Priests were among the thousands of prisoners held at Dachau concentration camp during World War II, permanent deacons and their families were told during the 2018 National Diaconate Conference in New Orleans.

The priests came from from 144 dioceses and 25 countries and were about a third of the camp’s total population.

Of the around 2,700 clergy imprisoned at Dachau, about 2,400 were Catholic priests, Dianne Traflet explained to conference attendees.

“It [the Dachau clergy] was the largest religious community living together in the history of the Catholic Church,” she said.

Traflet, who is an assistant professor of pastoral theology and the associate dean of graduate studies at Seton Hall University in South Orange, said faith and hope flickered and often flourished in Dachau’s Cell Block 26 where the priests were held.

This was despite the camp’s routine of hunger, torture, medical experimentation and mass executions.

The priests held theological conversations, Bible studies, conducted baptisms, heard confessions and wrote a multi-lingual dictionary of basic phrases so they could comfort the sick and dying in their native tongues.

A deacon was even ordained to the priesthood, while escaping detection, Traflet said.

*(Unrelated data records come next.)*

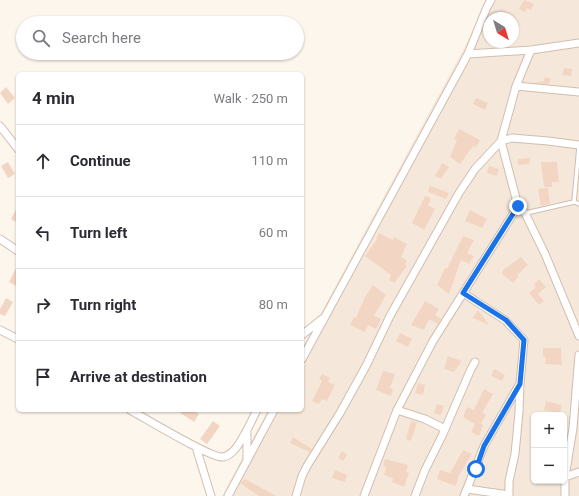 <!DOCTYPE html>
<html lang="en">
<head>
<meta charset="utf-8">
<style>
  :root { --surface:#fff; --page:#f7f7f7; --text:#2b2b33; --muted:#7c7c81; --line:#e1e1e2 }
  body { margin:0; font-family:Roboto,sans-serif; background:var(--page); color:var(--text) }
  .controls { position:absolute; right:12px; bottom:12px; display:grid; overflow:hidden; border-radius:6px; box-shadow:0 1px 3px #0004 }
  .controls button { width:36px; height:36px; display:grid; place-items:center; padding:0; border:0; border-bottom:1px solid var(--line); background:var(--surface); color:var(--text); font:20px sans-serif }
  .compass { position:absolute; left:483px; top:12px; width:36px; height:36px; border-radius:50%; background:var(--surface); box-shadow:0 1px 3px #0004; rotate:142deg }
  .stop { position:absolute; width:12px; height:12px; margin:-9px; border:3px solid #1a73e8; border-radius:50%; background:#fff }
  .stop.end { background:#1a73e8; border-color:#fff; box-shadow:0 1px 4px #0008 }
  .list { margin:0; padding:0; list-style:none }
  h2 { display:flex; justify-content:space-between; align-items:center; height:52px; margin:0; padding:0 16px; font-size:17px }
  h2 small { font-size:13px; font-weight:400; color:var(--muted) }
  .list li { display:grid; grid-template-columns:26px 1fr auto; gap:12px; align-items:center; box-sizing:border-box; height:72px; padding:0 16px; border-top:1px solid var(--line) }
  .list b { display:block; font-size:15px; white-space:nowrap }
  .list em { font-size:13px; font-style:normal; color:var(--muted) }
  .icon { flex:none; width:22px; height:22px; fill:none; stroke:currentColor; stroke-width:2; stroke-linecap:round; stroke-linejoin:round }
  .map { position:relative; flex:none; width:579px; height:496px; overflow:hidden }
  .search { position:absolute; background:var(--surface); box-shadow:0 1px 3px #0004; left:16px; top:16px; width:288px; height:44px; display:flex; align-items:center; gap:10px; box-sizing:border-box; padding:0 14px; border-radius:22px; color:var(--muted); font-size:15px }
  .panel { position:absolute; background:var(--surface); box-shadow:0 1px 3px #0004; left:16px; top:72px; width:288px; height:340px; border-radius:6px }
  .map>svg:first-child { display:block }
</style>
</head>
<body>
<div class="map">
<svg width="579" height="496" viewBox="0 0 579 496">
  <rect width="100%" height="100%" fill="#fdf6ec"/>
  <path fill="#f5e8da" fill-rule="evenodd" d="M490,0H579V496H222L268,410H302V348ZM489,18H513V42H489ZM534,415H564V481H534Z"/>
  <path fill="#f3d5c3" d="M524,0L534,4L531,10L527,8L525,12L519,9Z
    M564,68L572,69L571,76L562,75Z
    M545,77L551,79L549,84L534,83L544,81Z
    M6,87L15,98L8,104L0,93Z
    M476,98L488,103L485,110L473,104Z
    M459,129L480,140L476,147L473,146L460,164L450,157L457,140L454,139Z
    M530,158L529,164L518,165V159Z
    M8,162L15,174L8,178L1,166Z
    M541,162H557L559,182H552V187H544Z
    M442,163L449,167L441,179L435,176Z
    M489,166L499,169L497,176L487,173Z
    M430,186L449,193L446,199L428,192Z
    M548,188L550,204L541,206L538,189Z
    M425,196L431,198L428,205L435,209L424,230L412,223Z
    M18,206V223L11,219Z
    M470,210L487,219L482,228L465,221Z
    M379,233L393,240L394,237L407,244L401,257L407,260L405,265L407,266L394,283L389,280L391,275L365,256L377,239H376Z
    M463,236L474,240L467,253L474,256L469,264L461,260L449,294L437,285L445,268L447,269Z
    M521,257L528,265L517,275L519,276L513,283L502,274L503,270Z
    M18,264V287L9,282Z
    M539,279L546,287L538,294L544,301L539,305L529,293L536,287L534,284Z
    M373,285L386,295L374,316L381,319L376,329L368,325L365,332L350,325L354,317L356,318L365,297Z
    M6,298L13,302L5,316L0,314V309Z
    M425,301L439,309L435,315L441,319L438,324L429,319L424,330L411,325Z
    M478,310L489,325L473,318Z
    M400,333L412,339L408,347L396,341Z
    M543,348H561L562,365L545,364L546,357H543Z
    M448,356L462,361L454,372L444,369Z
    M494,369L505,375L502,381L491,376Z
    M383,371L395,374L390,388L393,389L391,396L376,390Z
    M322,374L330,378L328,382L335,385L327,401L322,399L319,404L312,401L322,381L319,379Z
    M418,383L425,385L423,395L415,393Z
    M484,389L493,394L482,413L486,414L481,424L483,425L479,436L471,432L475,424L463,417L467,407L474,410Z
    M546,401L562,405L560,413L544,410Z
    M437,404L444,406L441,415L434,413Z
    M176,410H193L199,414L194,422Z
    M213,421L220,426L207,444L200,439Z
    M411,421L417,423L411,441L406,439Z
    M293,437L312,449L310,452L290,443Z
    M463,450L472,454L459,475L456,486L437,479L440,470L450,473Z
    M342,451L347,455L343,461L338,458Z
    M385,459L408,465L406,472L409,473L404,487L392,482L393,478L384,475L386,467L383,466Z
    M335,470L347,475L345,482L332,478Z
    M245,479L276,496H259L240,483Z"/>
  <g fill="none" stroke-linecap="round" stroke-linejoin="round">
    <defs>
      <path id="service" d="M574,202L579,147
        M526,213L574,202L579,204"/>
      <path id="minor" d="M531,50L516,86L501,141L518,206L525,213L545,254L579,336
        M468,54L531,50L579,43
        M516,86L579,92
        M0,126L18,149
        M0,239L18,251
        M463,293L505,320L524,340L520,384L519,412L515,454L509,481V496
        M0,330L18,339
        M302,335L322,319
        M302,359L468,54L487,7L491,0
        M130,410C145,418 212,459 223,457C235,455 242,438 247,430
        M397,410L425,419L445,429
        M196,447L211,496
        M247,459V430L257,410
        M565,477L579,472
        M467,489L509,495
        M228,496L274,410
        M296,496L302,476L307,466L340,413L366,366L390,316L459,193L475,169L501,141L512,138L548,141L579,145
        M364,496L397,410L433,341L518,206
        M415,496L425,470L442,436L471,369L475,362
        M464,496L484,446L519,385
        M565,496V477L573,428L579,355"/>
    </defs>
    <use href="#service" stroke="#d1beb0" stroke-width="5.5"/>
    <use href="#minor" stroke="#d1beb0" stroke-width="9"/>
    <use href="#service" stroke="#fff" stroke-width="3.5"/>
    <use href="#minor" stroke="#fff" stroke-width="7"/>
  </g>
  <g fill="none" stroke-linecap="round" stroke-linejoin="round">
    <path stroke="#1a73e8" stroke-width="5" d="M476,469L484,446L520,384L524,340L506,320L463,293L518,206"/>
  </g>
</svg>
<div class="controls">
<button>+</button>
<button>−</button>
</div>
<svg class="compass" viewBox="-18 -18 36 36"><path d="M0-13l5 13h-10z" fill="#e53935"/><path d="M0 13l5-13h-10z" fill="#7c7c81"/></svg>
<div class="stop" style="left:476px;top:469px"></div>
<div class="stop end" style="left:518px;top:206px"></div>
<div class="search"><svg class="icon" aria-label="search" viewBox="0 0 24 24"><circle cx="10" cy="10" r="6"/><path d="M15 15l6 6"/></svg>Search here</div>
<section class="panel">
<h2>4 min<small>Walk · 250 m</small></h2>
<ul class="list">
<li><svg class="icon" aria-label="ahead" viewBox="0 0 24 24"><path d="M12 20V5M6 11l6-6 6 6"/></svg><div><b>Continue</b></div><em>110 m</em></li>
<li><svg class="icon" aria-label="left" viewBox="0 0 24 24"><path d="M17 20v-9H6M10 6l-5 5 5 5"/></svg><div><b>Turn left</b></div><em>60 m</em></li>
<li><svg class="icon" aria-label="right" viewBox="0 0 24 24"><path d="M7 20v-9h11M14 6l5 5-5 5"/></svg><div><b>Turn right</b></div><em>80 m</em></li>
<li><svg class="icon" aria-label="arrive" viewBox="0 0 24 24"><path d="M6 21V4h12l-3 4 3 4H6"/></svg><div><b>Arrive at destination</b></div></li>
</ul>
</section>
</div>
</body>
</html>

Traflet told the conference the priests would also talk and pray about how to help the Church, “wracked by the loss of so many clergy.”

They started thinking of restoring the permanent diaconate to help multiply the numbers “of ordained men who could bring comfort and news of salvation to the afflicted in this era of priestly attrition.”

The priests also thought married men could more easily blend in while doing their work in mission countries and in times of religious persecution, whereas priests were more visible targets because of their more public lives and manner of dress, Traflet told the conference.